Le fait que ces trois organisations aient signé un pré-accord tient en lui-même du miracle tant les tensions existant entre la mosquée de Paris et l'UOIF sont sensibles et bien " visibles " elles. La première voyait d'un mauvais œil la mise en place d'un système électif plus favorable à sa rivale l'UOIF et cette dernière ne voulait pas entendre parler de la nomination à la tête du futur conseil, du recteur de la mosquée de Paris, Dalil Boubakeur. A coup de communiqués, ces deux organisations se sont donc livrées à une véritable lutte de pouvoir et d'influence. Quant à la FNMF, elle ne voulait même plus participer à la discussion.
Aujourd'hui, elles paraissent avoir trouvé un terrain d'entente et l'on ne peut que s'en réjouir: ainsi l'UOIF et la FNMF se félicitent que la cooptation qui leur est défavorable ne représente pas plus d'un tiers du conseil.
Khalil Merroun, le recteur de la mosquée d'Evry (Essonne), semble satisfait :
"Aucun calife n'est qualifié pour dominer sur l'autre", ironise-t-il.
Les exclus de cette rencontre dominicaine sont bien entendus très mécontents et dénoncent cette mise à l'écart.
Ainsi, le secrétaire général de la Coordination des musulmans turcs de France est consterné
"par cette signature secrète et cette manière de procéder". Son secrétaire général, Haydar Demiryurek, affirme que "le discrédit est jeté sur notre participation" évoquant dans le Figaro le risque d'un blocage de "toute l'évolution" du processus.
La Fédération des associations islamiques d'Afrique, des Comores et des Antilles, parle d'une "maladresse du ministre". Pour Ahmed Baba Miske, l'arête passe mal "On a l'impression d'être considéré comme quantité négligeable alors que depuis trois ans la consultation a veillé à ce que personne ne soit laissé sur le bord de la route."
Chez Foi et Pratique (Tabligh), même son de cloche : "Pourquoi participer à des réunions si c'est pour faire de la figuration ? Cette décision est le couronnement de l'influence étrangère et elle revient à mettre fin à tous les travaux de la consultation."
Abderahmane Dahmane, proche de l'UMP et président de la Coordination des musulmans mécontents n'a pas de mots assez durs : "M. Sarkozy a mis à genoux tous les démocrates et républicains musulmans devant les fondamentalistes et intégristes de l'UOIF", écrit-il dans un communiqué. "Cet accord honteux met -l'islam de France- entre les mains des fascistes islamistes et des services étrangers."

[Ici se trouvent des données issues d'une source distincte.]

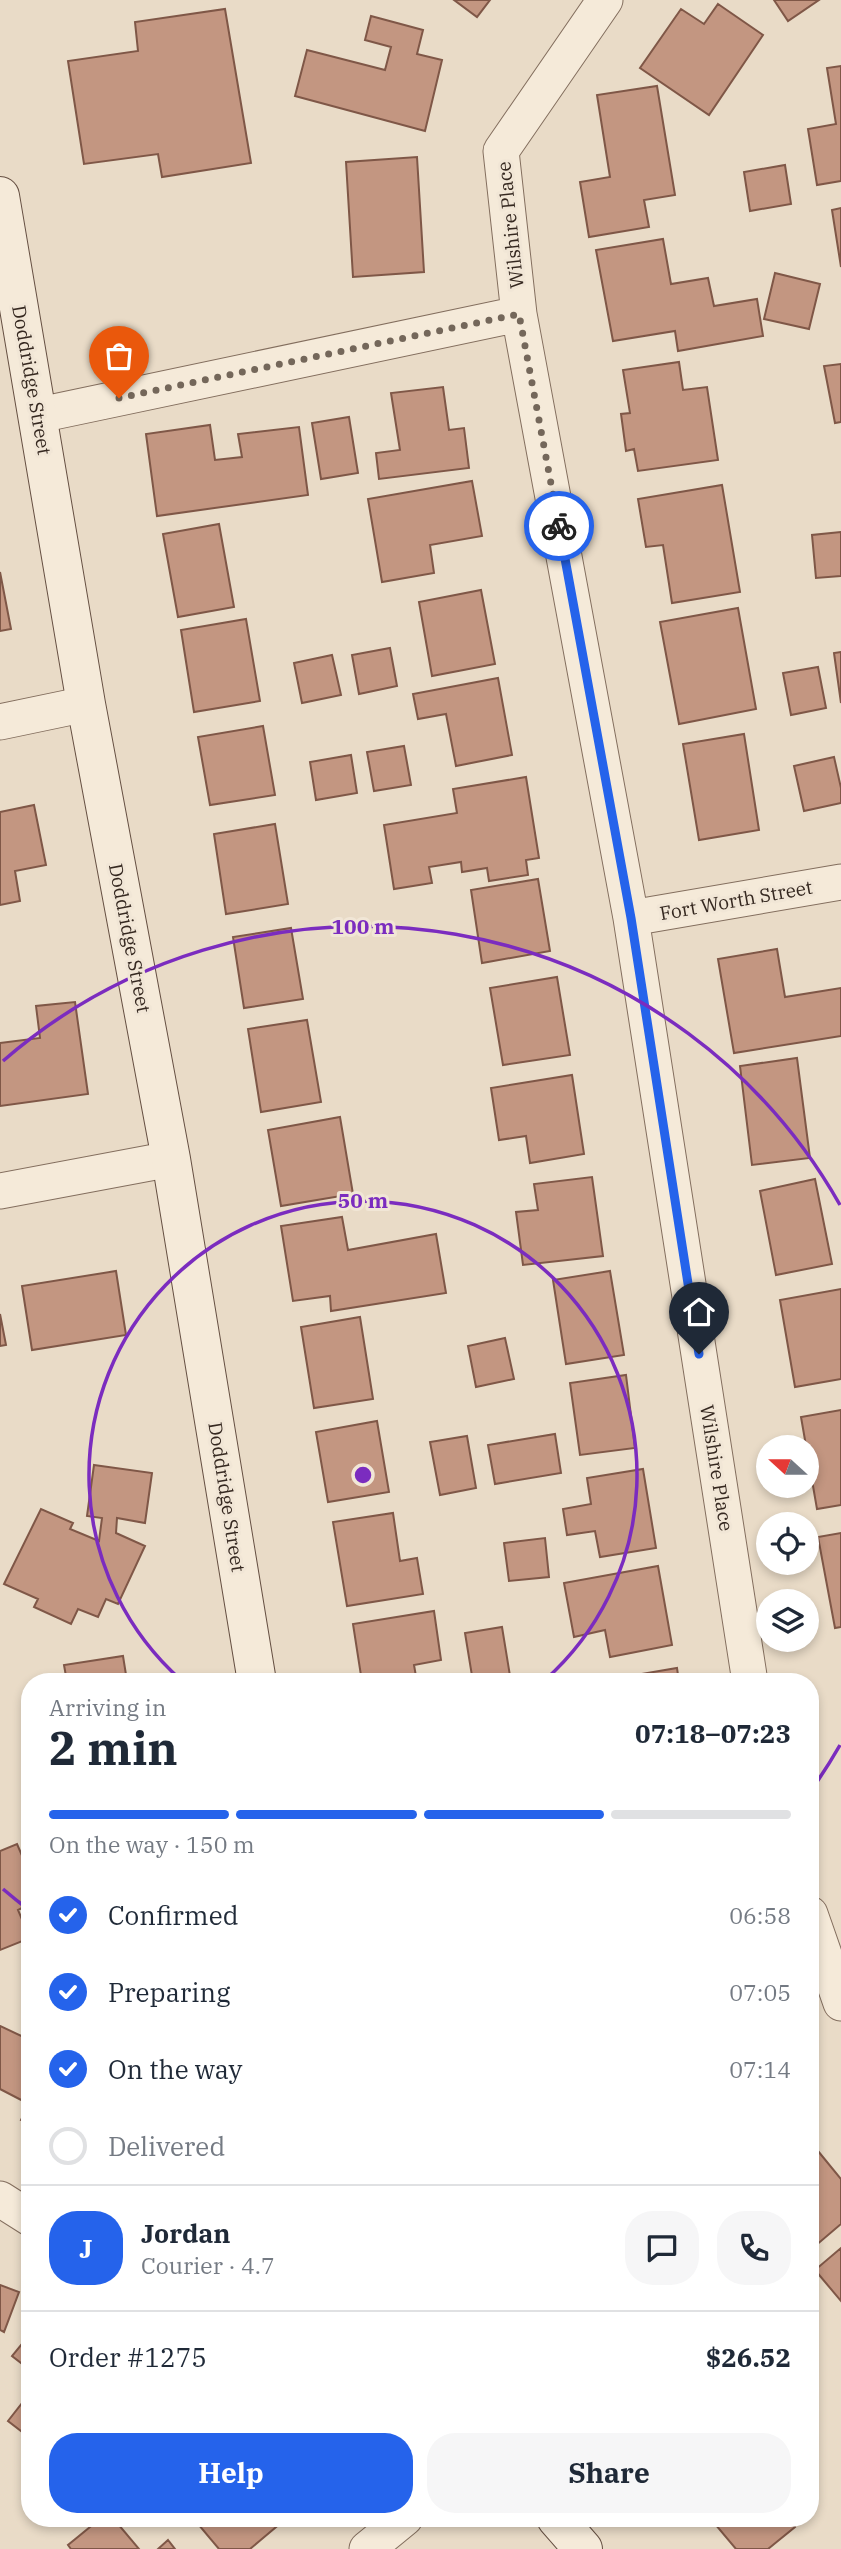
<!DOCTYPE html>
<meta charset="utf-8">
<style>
body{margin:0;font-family:"IBM Plex Serif",serif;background:#f6f6f7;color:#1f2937;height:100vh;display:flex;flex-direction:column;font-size:26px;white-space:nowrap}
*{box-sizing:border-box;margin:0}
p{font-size:23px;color:#747a83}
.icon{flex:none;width:38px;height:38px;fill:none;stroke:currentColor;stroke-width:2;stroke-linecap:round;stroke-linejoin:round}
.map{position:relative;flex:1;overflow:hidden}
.drawer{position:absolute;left:21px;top:1673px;width:798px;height:854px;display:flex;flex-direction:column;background:#fff;border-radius:28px;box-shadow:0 4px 10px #0003}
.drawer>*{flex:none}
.needle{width:46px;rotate:291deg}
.buttons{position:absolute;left:756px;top:1435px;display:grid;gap:14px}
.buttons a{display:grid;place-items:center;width:63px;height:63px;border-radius:50%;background:#fff;box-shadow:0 4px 10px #0003;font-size:35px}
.pin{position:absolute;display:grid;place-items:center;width:60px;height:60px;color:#fff;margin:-72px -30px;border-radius:50% 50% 50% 0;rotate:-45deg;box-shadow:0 0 7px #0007}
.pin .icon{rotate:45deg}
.courier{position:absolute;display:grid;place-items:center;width:70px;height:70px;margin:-35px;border:5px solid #2563eb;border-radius:50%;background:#fff;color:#222;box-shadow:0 2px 9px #0007}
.head em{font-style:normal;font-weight:700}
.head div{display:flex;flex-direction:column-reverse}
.head{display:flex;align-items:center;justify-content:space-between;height:119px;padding:0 28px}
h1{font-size:46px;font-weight:700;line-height:52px}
.bar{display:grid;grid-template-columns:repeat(4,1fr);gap:10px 7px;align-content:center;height:84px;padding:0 28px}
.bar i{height:9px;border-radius:5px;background:#e0e1e3}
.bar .active{background:#2563eb}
.bar p{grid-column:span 4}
.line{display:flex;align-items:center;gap:18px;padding:0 28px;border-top:2px solid #e0e1e3}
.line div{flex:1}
.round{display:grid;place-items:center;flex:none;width:74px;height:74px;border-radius:28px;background:#f6f6f7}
ol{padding:0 28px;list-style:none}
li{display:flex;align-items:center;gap:21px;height:77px}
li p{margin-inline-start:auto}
li .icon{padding:7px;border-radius:50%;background:#2563eb;color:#fff;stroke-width:4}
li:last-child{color:#747a83}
li i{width:38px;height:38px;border:4px solid #e0e1e3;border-radius:50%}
.cta{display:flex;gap:14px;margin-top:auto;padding:14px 28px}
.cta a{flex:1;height:80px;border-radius:28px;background:#2563eb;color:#fff;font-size:28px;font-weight:700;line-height:80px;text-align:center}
.cta a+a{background:#f6f6f7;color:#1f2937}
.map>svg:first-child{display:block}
.building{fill:#c39681;stroke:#7f5747;stroke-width:2}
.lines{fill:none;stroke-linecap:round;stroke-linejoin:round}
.street-casing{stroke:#836e5e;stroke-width:37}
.secondary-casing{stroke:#654f42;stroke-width:40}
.street{stroke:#f5ead9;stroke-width:35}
.secondary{stroke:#f5ead9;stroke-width:38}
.done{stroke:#74675a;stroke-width:7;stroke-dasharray:0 12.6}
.route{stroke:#2563eb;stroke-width:9}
.ring{fill:none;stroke:#7b2cbf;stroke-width:3.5}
.labels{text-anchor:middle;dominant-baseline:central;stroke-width:6;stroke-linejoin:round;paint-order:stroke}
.street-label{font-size:19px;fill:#352820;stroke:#f1e6d6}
.centre{fill:#7b2cbf;stroke:#f1e6d6;stroke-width:3.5}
.ring-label{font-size:21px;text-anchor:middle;font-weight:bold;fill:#7b2cbf;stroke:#f1e6d6;stroke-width:6;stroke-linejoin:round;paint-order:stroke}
</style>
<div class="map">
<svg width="841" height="2549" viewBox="0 0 841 2549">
<rect width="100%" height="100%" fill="#e9dbc7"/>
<path class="building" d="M 454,0 L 490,0 L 477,17 Z
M 774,0 L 819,0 L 788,21 Z
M 718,4 L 763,35 L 709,115 L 640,68 L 681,9 L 704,24 Z
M 225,9 L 251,163 L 162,177 L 158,154 L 84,164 L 68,61 L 138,51 L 135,22 Z
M 371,16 L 423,30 L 417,54 L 442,60 L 425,131 L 295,96 L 307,50 L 385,70 L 391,47 L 365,40 Z
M 841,66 L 841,181 L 817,185 L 808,129 L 836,124 L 827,68 Z
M 657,86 L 675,195 L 644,200 L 649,227 L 589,237 L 580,182 L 610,177 L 597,95 Z
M 417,157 L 424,272 L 353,277 L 346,162 Z
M 785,165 L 791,204 L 750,211 L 744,172 Z
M 841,208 L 841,267 L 832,210 Z
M 663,239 L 671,284 L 708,278 L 714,306 L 757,299 L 763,336 L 678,351 L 675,331 L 613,341 L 596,250 Z
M 775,273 L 820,284 L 809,329 L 764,319 Z
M 679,362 L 683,390 L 707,387 L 718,460 L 638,471 L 634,449 L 626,451 L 621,414 L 630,413 L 623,370 Z
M 841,364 L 841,422 L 835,423 L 824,366 Z
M 443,387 L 449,430 L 464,428 L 469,468 L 379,479 L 376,453 L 400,450 L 391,393 Z
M 349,417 L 358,473 L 321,479 L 312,423 Z
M 210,425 L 215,460 L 242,457 L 238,434 L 299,427 L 308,495 L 157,516 L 146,434 Z
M 472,481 L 482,536 L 430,545 L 434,573 L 382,582 L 368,499 Z
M 722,485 L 740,592 L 672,603 L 663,545 L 646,547 L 638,499 Z
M 219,524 L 234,607 L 178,617 L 163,534 Z
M 841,532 L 841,576 L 816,578 L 812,535 Z
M 0,572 L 11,629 L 0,631 Z
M 481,590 L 495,664 L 432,676 L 419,602 Z
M 738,608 L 756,709 L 679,724 L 660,622 Z
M 246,619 L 260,701 L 194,712 L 181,630 Z
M 390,648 L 397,686 L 359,694 L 352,655 Z
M 841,652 L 841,703 L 834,653 Z
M 332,655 L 341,695 L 302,703 L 294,663 Z
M 818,667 L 826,708 L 791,715 L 783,673 Z
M 498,678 L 512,755 L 456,766 L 446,714 L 418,719 L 413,694 Z
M 263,726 L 275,795 L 210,805 L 198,737 Z
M 744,734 L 759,830 L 699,840 L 683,744 Z
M 404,746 L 411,785 L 374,791 L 367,752 Z
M 351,755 L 357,793 L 316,800 L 310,762 Z
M 834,757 L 841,788 L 841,803 L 804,811 L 794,766 Z
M 526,777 L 539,858 L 526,860 L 528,875 L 489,881 L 487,868 L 462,872 L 461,862 L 429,867 L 432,883 L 394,889 L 384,825 L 457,813 L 453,789 Z
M 34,805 L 46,865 L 15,871 L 20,901 L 0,905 L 0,812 Z
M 275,824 L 288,904 L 226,914 L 214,834 Z
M 538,879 L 550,951 L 482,963 L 471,890 Z
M 291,928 L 303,999 L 244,1008 L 233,937 Z
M 777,949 L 785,997 L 841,988 L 841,1036 L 734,1053 L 718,959 Z
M 557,977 L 570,1055 L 503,1065 L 490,988 Z
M 75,1002 L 88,1094 L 0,1106 L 0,1043 L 40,1038 L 36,1006 Z
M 307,1020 L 321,1102 L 261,1112 L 248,1029 Z
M 797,1058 L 810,1158 L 752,1165 L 740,1066 Z
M 572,1075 L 584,1154 L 530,1163 L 526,1136 L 499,1140 L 491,1088 Z
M 340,1117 L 353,1194 L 281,1206 L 268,1130 Z
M 592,1177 L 603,1256 L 523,1265 L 516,1212 L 538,1210 L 534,1184 Z
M 815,1179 L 832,1264 L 776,1275 L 760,1191 Z
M 342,1217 L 348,1250 L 436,1234 L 446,1293 L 331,1311 L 330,1296 L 293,1301 L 281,1226 Z
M 116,1271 L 126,1335 L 32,1350 L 22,1286 Z
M 610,1271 L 624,1355 L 566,1364 L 553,1280 Z
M 841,1289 L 841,1379 L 795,1387 L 780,1300 Z
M 0,1314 L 6,1345 L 0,1346 Z
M 360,1317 L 373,1399 L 314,1408 L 301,1327 Z
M 505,1338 L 514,1379 L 476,1387 L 468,1346 Z
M 626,1375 L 635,1448 L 580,1455 L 570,1383 Z
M 841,1410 L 841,1505 L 817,1509 L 801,1417 Z
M 377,1421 L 389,1492 L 328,1502 L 316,1432 Z
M 555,1434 L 561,1473 L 495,1484 L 488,1445 Z
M 467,1436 L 476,1488 L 440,1495 L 430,1442 Z
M 94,1465 L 152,1473 L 145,1523 L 117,1518 L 116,1533 L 145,1546 L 118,1604 L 106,1599 L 98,1617 L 78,1609 L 71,1624 L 34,1607 L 38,1599 L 4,1584 L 41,1509 L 73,1523 L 70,1529 L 99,1541 L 102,1518 L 87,1516 Z
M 643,1469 L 656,1548 L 600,1557 L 595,1531 L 567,1535 L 563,1509 L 591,1504 L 587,1478 Z
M 393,1513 L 400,1561 L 417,1558 L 423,1594 L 347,1606 L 333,1522 Z
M 841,1533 L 841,1627 L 835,1628 L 818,1537 Z
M 545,1538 L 549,1577 L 509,1581 L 504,1543 Z
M 658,1566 L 672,1645 L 610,1657 L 605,1630 L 574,1637 L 564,1583 Z
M 434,1611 L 441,1660 L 414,1665 L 417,1682 L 362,1682 L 353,1624 Z
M 502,1627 L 511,1682 L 473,1682 L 465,1633 Z
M 123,1656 L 127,1681 L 156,1676 L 157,1682 L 67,1682 L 64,1665 Z
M 677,1668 L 679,1682 L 619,1682 L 618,1678 Z
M 17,1844 L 30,1874 L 30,1904 L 18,1910 L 30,1938 L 0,1950 L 0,1851 Z
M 0,2026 L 30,2040 L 30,2124 L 21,2120 L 29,2104 L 0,2089 Z
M 818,2151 L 841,2179 L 841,2224 L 814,2247 L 810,2243 L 810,2158 Z
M 841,2248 L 841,2301 L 815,2270 Z
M 0,2285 L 19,2292 L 4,2332 L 0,2330 Z
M 30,2334 L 30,2370 L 12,2356 Z
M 30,2393 L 30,2438 L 8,2421 Z
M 101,2518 L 113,2518 L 139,2549 L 71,2549 L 68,2545 Z
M 193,2518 L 279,2518 L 282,2522 L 250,2549 L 219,2549 Z
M 710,2518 L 788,2518 L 795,2527 L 768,2549 L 736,2549 Z
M 168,2540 L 175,2549 L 158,2549 Z"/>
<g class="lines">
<defs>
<path id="street" d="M 605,0 L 501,151 L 519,314 L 631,918 L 750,1682
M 39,415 L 519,314
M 0,722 L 86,704
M 631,918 L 841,882
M 0,1191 L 171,1159
M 810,1914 L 841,2003
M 0,2199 L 30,2218
M 367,2549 L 405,2518"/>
<path id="secondary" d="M 0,196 L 86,704 L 171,1159 L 257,1682
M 556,2518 L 583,2549"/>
</defs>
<use href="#street" class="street-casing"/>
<use href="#secondary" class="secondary-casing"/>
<use href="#street" class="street"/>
<use href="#secondary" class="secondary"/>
</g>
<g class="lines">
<path class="done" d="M 119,398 L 519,314 L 559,526"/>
<path class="route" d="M 559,526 L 631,918 L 699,1354"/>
</g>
<g class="ring">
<path d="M181 1680A274 274 0 1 1 545 1680"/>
<path d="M840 1745A548 548 0 0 1 812 1789M29 1910A548 548 0 0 1 3 1889M3 1061A548 548 0 0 1 840 1205"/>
</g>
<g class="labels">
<g class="street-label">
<text transform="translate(510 225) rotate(-96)">Wilshire Place</text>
<text transform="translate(32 380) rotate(80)">Doddridge Street</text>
<text transform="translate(736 900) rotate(-10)">Fort Worth Street</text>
<text transform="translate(130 938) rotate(79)">Doddridge Street</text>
<text transform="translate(717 1468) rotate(81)">Wilshire Place</text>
<text transform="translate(227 1497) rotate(81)">Doddridge Street</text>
</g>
</g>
<circle cx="363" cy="1475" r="10" class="centre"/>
<g class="ring-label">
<text x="363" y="934">100 m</text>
<text x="363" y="1208">50 m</text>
</g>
</svg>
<div class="buttons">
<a><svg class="needle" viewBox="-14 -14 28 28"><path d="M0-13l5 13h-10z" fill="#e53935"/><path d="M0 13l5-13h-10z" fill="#747a83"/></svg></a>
<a><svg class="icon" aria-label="locate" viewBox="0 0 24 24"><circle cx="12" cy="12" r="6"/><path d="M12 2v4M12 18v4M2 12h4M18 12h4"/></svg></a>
<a><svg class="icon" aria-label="layers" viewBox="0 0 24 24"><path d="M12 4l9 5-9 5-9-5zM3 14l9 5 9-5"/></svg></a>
</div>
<div class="pin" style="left:119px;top:398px;background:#ea580c"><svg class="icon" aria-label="bag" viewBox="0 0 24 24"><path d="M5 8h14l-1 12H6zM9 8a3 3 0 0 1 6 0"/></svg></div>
<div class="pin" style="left:699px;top:1354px;background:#1f2937"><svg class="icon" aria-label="home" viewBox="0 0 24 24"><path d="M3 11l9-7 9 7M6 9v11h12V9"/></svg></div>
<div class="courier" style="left:559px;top:526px"><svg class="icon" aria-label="bike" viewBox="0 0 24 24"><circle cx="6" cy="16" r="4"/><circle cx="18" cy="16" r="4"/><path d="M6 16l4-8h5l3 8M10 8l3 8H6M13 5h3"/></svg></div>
<section class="drawer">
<div class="head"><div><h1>2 min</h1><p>Arriving in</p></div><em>07:18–07:23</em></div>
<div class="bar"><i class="active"></i><i class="active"></i><i class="active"></i><i></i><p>On the way · 150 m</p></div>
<ol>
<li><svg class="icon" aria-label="check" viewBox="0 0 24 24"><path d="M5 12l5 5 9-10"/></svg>Confirmed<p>06:58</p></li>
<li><svg class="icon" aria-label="check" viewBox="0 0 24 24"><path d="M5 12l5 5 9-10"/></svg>Preparing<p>07:05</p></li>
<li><svg class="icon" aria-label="check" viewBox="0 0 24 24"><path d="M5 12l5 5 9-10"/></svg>On the way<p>07:14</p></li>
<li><i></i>Delivered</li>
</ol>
<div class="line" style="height:126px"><b class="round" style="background:#2563eb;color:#fff">J</b><div><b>Jordan</b><p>Courier · 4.7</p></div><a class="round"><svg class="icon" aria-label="chat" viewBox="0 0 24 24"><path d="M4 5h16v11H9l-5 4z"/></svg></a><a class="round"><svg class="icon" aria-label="phone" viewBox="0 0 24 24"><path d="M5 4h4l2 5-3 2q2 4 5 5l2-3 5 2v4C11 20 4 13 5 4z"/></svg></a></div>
<div class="line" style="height:91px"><div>Order #1275</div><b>$26.52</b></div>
<div class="cta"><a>Help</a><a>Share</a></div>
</section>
</div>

Kamel Kabtane, le recteur de la mosquée de Lyon, a dénoncé un "marché de dupes" réalisé sur le dos des grandes mosquées. Il dénonce une rencontre secrète du ministre avec la FNMF, la mosquée de Paris et l'UOIF dans le but de conclure " un marchandage sur les postes attribués à chacun dans le futur conseil ".
Le recteur estime avoir été sacrifié " pour permettre à M.Sarkozy d'aller vite".
Quant au mufti de Marseille, Soheib Benckeikh., il a pour sa part exprimé son scepticisme, en regrettant notamment que les mosquées régionales n'aient pas davantage le droit de citer. "Il faut voir dans quelle voie s'oriente l'islam de France. Les choses se dessinent peu à peu dans les régions où on peut mieux juger des besoins réels des musulmans", a-t-il déclaré à l'agence Reuters.
"Je suis un peu sceptique sur cette initiative qui me paraît trop compliquée à mettre en place, avec notamment un trop grand nombre d'échelons intermédiaires. C'est un jeu de compromis et d'équilibres critiques", a-t-il ajouté.
"Pourquoi vouloir doter coûte que coûte les musulmans d'une représentation presque malgré eux ? Un conseil de réflexion me paraît être plus essentiel pour adapter l'islam aux spécificités de la société. Un conseil représentatif ne doit être que la dernière étape d'un long processus. On ne peut pas décider d'une représentation musulmane au même titre, par exemple, qu'une représentation catholique plus vieille que l'Etat lui-même." a-t-il souligné.
Des associations déçues mais malgré leurs déclarations virulentes, aucune n'a encore décidé de quitter la négociation. Pour le moment, ils devraient être tous présents au séminaire organisé par le Ministre les 19 et 20 décembre prochain. Pas d'inquiétude, si Nicolas Sarkozy trouve les mots " adaptés " ménageant les diverses susceptibilités, soyons certains qu'ils seront convaincus ! On peut certes le déplorer, mais il est question ici essentiellement, d'une lutte d'influence et de pouvoir futur. Dommage pour l'islam de France!!!